Collected data entries:

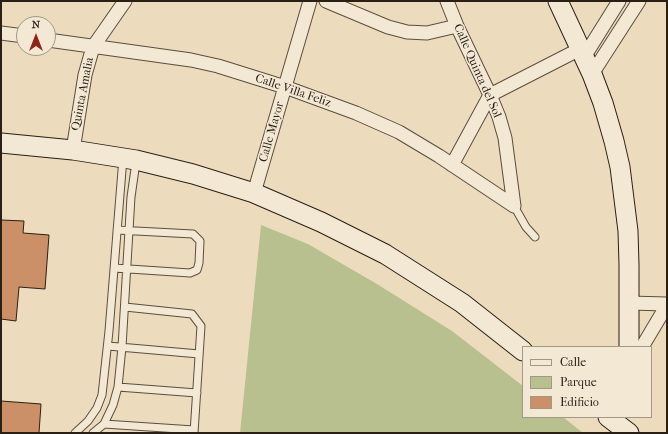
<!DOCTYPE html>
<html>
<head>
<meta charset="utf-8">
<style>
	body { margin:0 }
	#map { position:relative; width:668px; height:434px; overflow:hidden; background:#ecdcbd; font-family:"IM FELL French Canon",serif }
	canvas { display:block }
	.frame { position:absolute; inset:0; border:2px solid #291f14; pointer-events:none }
	.legend { position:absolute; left:522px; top:346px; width:130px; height:72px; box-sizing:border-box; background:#f3e8d4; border:1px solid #a29887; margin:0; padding:5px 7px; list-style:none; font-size:12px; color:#291f14 }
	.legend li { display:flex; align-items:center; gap:8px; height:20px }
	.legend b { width:20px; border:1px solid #a29887 }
	.north { position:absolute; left:16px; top:16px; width:40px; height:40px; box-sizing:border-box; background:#f3e8d4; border:1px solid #a29887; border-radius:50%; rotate:0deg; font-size:11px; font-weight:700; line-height:16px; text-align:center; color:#291f14 }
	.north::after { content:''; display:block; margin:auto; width:14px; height:18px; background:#8f2418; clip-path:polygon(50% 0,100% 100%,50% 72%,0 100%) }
</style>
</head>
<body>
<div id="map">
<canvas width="668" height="434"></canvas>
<div class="frame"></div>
<ul class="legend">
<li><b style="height:5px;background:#f3e8d4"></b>Calle</li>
<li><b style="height:11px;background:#b9c090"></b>Parque</li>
<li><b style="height:11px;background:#cc9068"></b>Edificio</li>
</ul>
<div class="north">N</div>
</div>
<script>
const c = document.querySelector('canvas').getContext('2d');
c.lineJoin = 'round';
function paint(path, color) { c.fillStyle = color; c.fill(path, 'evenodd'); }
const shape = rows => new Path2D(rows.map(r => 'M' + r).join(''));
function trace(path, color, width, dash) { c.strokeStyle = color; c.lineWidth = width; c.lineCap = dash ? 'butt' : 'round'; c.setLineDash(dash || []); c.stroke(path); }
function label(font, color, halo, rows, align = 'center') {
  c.font = font + ' "IM FELL French Canon",serif'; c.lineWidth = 3; c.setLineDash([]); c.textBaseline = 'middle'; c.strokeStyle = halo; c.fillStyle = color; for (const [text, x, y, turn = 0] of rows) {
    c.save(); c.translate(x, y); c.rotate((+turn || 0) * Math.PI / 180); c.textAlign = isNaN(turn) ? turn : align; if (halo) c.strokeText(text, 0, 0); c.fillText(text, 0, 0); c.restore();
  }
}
const green = shape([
	[261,225,308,244,377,284,452,331,523,386,523,417,563,417,583,433,240,433]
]);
const building = shape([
	[1,220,24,221,23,233,49,235,45,289,19,287,16,321,1,319,1,220],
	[1,401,41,404,39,433,1,433,1,401]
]);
const lane = shape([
	[514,206,526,227,535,237],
	[114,268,190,273,197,270,199,263,200,241,193,234,117,230],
	[125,307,192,314,201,326,194,433],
	[108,346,199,354],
	[118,387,197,393],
	[104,424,194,430],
	[75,433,88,421,97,408,102,395,109,331,123,158],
	[93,433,104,424,113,405,118,387,122,347,131,197,136,162]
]);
const street = shape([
	[326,1,388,27,407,32,427,33,457,26],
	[447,1,457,26,490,95,499,117,505,138,514,206],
	[1,33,24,36],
	[48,40,191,60,218,66,285,87,356,113,399,132,439,156,514,206],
	[584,57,619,1],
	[592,74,639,1],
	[73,150,85,75,93,47,125,1],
	[452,165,490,95,580,49],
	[254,193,310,1],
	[629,303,667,304],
	[642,347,667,305]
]);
const secondary = shape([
	[558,1,592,74,603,103,614,141,620,167,628,231,629,265,629,347],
	[1,143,73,150,136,160,193,174,254,193,321,222,385,254,462,303,523,351],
	[608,417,629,433]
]);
const streetNames = [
	["Calle Quinta del Sol",477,71,66],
	["Calle Villa Feliz",293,91,19],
	["Quinta Amalia",83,94,-79],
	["Calle Mayor",272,132,-74]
];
paint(green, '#b9c090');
paint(building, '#cc9068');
trace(building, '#291f14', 1);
trace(lane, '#5a4e3e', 9);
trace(street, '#5a4e3e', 15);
trace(secondary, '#291f14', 21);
trace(lane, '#f3e8d4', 7);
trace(street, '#f3e8d4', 13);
trace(secondary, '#f3e8d4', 19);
label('12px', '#291f14', '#f3e8d4', streetNames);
</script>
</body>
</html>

### [Action item]
Counting only lines that hold "strokeStyle", report how many there are in the records above, as a bare number.

### [Result]
2